Data Export

See how you can export the data in your refinery project

Data export

There are two ways of exporting your data that are useful for different purposes. There is the option to download your records and there is the option to **create a project snapshot**. Both are accessible on the settings page.

Fig. 1: Screenshot of the settings page where the user is about to create a project snapshot.

Download records

This option will be the most commonly chosen one when it comes to exporting your data in order to use it outside of refinery. Once you select to download your record, a modal will appear that lets you fully customize the data you want to export (see Fig. 2).

Fig. 2: Modal that appears after clicking on the 'Download records' button."

The default settings are a great starting point, but the "custom" option on the top right makes everything selectable to your needs. There is also the option to export your data in the Label Studio format, which also comes with custom HTML code to get a refinery-like UI in Label Studio. If you want to protect your file from unauthorized access, you can specify a password which will protect the resulting zip file. This way, you would have to enter the password when extracting the data or when importing the data back into refinery. Always press the "prepare download" prior to downloading to get the latest data.

One of the most useful options is the "export amount" as you can select to export only a certain data slice. A few scenarios where this can help you in your data development process could be to e.g. only export labeled records, export training and testing data separately, or only export data that is above a certain weak supervision confidence threshold. You don't have to decide that at exporting time, though. You can filter the data according to your needs afterward, so let's take a look at the exported file to better understand the schema:

[

    {

        "headline": "$200 Laptops Break a Business Model",

        "running_id": "1479",

        "__clickbait__MANUAL": null,

        "__clickbait__WEAK_SUPERVISION": "yes",

        "__clickbait__WEAK_SUPERVISION__confidence": "0.4685",

        "headline__entities__MANUAL": [

            "O",

            "O",

            "O",

            "O",

            "O",

            "O",

            "O"

        ],

        "headline__entities__WEAK_SUPERVISION": [

            "MONEY",

            "MONEY",

            "O",

            "O",

            "O",

            "O",

            "O"

        ],

        "headline__entities__WEAK_SUPERVISION__confidence": [

            0.83,

            0.83,

            0.0,

            0.0,

            0.0,

            0.0,

            0.0

        ]

    }

]

`headline` and `running_id` are the attributes of our records, they were given in the initial data import. Everything that starts with a double underscore `__` is a reference to a full attribute _classification_ labeling task, that comes with three separate entries: - `MANUAL`: the manually set label for this task. - `WEAK_SUPERVISION`: the weakly supervised label for this task. - `WEAK_SUPERVISION_CONFIDENCE`: the confidence for the weakly supervised label. That means the JSON key `__clickbait__MANUAL` contains the manual label for the full record classification labeling task `clickbait` as a value. As refinery also offers _information extraction_ labeling tasks or classification tasks that are defined on a single attribute and not on the whole record, you can also find other entries in the JSON, which follow the same pattern with three separate entries, but this time they are prefaced with the name of the attribute that the labeling task is defined on. Therefore, `headline__entities__MANUAL` refers to the manual label for the labeling task `entities` that is defined on the attribute `headline`. The labeling task type will define whether the entry is a list (extraction) or a single value (classification). If you need a refresher on the different types of labeling tasks, please have a look at the section [labeling tasks](/refinery/labeling-tasks).

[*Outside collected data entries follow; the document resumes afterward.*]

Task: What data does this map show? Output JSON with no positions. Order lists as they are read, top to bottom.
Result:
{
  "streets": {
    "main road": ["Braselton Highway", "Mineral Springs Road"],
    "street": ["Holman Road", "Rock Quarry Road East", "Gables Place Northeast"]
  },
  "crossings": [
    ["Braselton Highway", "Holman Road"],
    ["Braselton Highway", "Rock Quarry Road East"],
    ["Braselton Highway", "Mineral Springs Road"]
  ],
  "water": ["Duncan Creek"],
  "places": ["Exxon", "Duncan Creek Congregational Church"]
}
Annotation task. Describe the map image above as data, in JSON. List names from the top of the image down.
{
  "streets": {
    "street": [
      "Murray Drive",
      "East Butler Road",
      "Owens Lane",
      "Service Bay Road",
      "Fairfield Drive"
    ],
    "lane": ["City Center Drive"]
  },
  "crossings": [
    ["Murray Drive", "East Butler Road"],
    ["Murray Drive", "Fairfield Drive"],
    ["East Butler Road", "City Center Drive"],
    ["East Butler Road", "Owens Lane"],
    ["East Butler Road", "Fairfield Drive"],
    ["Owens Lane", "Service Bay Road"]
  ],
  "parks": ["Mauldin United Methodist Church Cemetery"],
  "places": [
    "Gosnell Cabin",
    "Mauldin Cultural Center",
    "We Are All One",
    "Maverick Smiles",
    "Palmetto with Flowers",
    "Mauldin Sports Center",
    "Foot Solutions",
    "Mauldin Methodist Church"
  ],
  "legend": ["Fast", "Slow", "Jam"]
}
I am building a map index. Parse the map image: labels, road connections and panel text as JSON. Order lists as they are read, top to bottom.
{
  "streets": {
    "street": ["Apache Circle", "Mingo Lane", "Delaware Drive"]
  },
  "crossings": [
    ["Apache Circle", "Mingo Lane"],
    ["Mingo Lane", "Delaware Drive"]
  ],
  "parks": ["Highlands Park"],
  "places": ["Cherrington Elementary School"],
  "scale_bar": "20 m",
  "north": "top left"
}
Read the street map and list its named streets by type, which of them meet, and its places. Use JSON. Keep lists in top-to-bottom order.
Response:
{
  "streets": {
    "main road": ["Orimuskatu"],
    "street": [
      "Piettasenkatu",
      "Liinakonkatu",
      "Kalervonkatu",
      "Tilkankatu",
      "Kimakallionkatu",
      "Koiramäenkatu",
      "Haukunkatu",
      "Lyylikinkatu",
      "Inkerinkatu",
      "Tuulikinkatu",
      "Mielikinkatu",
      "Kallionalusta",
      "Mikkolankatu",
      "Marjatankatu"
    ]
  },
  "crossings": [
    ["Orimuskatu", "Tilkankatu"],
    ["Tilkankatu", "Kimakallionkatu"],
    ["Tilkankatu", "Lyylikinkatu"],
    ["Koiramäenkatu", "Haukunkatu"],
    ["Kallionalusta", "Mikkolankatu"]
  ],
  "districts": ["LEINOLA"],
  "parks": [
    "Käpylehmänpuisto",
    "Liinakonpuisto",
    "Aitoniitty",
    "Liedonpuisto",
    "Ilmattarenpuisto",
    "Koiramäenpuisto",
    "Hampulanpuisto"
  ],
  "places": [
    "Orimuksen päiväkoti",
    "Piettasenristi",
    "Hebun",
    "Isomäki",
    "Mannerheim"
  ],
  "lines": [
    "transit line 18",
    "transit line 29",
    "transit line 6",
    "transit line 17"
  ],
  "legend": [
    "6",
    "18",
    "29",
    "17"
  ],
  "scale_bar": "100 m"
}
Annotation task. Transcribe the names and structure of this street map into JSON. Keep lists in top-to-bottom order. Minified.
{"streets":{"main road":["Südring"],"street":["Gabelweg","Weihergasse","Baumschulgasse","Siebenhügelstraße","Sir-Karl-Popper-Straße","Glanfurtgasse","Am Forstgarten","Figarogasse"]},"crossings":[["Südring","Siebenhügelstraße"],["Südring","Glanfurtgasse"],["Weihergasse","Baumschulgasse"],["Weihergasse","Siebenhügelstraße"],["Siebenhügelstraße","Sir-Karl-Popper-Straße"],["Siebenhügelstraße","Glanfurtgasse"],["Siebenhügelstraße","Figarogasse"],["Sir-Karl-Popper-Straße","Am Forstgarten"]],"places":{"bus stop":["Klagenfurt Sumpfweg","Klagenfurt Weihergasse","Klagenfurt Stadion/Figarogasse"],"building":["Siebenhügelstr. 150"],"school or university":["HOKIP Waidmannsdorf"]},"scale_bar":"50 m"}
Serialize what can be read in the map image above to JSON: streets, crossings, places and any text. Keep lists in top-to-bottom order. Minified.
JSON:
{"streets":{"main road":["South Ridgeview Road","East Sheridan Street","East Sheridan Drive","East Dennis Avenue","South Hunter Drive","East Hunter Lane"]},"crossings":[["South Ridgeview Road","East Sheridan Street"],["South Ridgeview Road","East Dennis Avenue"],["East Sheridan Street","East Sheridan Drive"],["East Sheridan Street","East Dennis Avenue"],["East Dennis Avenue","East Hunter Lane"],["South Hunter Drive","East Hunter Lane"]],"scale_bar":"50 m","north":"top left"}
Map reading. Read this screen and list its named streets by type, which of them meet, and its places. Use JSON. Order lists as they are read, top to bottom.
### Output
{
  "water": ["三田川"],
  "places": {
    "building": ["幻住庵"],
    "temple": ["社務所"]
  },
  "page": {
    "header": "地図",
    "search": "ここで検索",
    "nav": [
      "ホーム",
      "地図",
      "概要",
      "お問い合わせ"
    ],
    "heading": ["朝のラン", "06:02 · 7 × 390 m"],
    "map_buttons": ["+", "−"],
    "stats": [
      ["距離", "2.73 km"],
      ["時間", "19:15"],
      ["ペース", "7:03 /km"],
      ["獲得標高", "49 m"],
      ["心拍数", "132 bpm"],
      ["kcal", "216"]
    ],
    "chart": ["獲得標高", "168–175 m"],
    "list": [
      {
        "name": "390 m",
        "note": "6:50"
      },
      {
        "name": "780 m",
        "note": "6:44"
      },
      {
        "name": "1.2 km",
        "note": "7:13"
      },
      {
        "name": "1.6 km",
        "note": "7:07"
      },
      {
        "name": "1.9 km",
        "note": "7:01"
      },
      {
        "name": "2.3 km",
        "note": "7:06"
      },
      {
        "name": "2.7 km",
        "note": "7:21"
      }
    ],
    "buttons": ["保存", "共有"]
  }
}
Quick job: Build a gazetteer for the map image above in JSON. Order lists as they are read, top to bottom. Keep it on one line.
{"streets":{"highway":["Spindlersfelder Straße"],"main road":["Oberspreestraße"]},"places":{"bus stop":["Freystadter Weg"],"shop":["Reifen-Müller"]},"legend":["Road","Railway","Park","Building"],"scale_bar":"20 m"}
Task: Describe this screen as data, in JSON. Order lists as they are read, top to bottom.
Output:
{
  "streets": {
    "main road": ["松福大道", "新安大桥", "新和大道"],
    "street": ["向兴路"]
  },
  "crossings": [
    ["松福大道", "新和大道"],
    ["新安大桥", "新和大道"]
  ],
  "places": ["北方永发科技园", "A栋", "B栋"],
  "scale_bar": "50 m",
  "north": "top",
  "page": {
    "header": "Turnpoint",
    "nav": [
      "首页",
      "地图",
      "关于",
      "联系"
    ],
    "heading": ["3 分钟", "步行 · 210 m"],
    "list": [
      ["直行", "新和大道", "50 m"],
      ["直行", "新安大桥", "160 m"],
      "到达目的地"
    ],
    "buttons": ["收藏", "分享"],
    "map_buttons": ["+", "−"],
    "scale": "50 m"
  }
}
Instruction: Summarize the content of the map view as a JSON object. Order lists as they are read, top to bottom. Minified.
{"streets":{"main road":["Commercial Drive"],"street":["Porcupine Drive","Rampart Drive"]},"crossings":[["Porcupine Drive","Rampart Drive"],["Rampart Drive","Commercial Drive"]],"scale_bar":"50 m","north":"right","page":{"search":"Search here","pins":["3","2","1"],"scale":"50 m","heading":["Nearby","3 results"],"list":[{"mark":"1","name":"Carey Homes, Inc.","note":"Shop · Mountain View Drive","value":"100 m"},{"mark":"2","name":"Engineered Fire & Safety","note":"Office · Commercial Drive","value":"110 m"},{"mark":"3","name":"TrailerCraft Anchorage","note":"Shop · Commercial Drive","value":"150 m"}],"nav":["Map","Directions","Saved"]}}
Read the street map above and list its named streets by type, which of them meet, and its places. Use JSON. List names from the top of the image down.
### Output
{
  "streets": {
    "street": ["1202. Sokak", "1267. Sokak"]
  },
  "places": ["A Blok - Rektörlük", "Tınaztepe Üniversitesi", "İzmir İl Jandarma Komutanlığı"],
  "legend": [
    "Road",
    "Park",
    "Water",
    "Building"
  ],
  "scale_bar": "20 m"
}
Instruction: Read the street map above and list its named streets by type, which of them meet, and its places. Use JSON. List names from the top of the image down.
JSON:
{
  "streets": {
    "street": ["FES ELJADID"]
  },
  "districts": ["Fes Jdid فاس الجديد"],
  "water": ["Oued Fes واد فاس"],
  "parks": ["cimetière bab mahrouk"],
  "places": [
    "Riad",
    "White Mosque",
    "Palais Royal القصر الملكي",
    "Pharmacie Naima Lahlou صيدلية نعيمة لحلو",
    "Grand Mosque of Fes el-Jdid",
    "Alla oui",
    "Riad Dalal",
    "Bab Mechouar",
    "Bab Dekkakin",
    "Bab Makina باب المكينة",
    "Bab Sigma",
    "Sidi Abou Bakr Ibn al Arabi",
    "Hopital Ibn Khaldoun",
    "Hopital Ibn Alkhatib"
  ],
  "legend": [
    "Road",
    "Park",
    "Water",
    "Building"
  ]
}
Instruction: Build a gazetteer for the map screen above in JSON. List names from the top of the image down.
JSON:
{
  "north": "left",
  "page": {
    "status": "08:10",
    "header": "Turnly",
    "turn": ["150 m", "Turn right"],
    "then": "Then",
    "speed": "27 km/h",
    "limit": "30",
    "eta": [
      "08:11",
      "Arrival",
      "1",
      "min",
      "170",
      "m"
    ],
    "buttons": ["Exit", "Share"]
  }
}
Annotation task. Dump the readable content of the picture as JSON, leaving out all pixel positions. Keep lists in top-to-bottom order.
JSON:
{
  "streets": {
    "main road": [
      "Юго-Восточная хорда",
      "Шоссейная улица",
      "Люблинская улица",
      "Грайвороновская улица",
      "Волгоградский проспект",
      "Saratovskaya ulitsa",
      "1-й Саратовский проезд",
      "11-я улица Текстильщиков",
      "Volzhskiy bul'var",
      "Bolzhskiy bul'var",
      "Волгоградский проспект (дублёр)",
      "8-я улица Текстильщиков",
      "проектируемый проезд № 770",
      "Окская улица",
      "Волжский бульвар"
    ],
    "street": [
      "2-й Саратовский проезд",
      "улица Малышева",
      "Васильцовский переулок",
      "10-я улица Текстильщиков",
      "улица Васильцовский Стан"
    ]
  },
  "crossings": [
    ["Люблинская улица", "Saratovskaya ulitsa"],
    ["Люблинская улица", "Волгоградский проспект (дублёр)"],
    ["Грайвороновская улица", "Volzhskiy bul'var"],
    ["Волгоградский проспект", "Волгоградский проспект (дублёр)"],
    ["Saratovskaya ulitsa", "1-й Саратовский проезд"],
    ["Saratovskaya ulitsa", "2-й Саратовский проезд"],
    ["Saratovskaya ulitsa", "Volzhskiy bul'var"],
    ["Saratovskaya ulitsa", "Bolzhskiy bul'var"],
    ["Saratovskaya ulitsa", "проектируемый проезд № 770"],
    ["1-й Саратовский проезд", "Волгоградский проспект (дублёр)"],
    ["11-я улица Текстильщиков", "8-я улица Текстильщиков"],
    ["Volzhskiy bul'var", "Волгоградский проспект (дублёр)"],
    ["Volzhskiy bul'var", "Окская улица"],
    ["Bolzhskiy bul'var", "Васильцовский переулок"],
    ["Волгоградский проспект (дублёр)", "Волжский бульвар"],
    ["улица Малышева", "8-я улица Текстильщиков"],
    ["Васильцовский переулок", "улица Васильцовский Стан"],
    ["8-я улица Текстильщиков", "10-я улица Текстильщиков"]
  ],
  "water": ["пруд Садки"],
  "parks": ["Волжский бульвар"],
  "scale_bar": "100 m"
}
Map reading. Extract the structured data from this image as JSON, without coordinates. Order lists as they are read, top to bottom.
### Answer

Creating a project snapshot

This data export option is mainly designed to be a backup option. If you want to export your whole refinery project that can be loaded back into refinery at a later point, then you should create a project snapshot.

Fig. 3: Modal that appears after selecting the project snapshot creation.

You can customize the export to your needs (see Fig. 3), e.g. you could include the embedding tensors, which requires more disk space but saves on computation time when importing it back into refinery. Just like the "download records" option, you can also specify a password that protects the resulting zip file.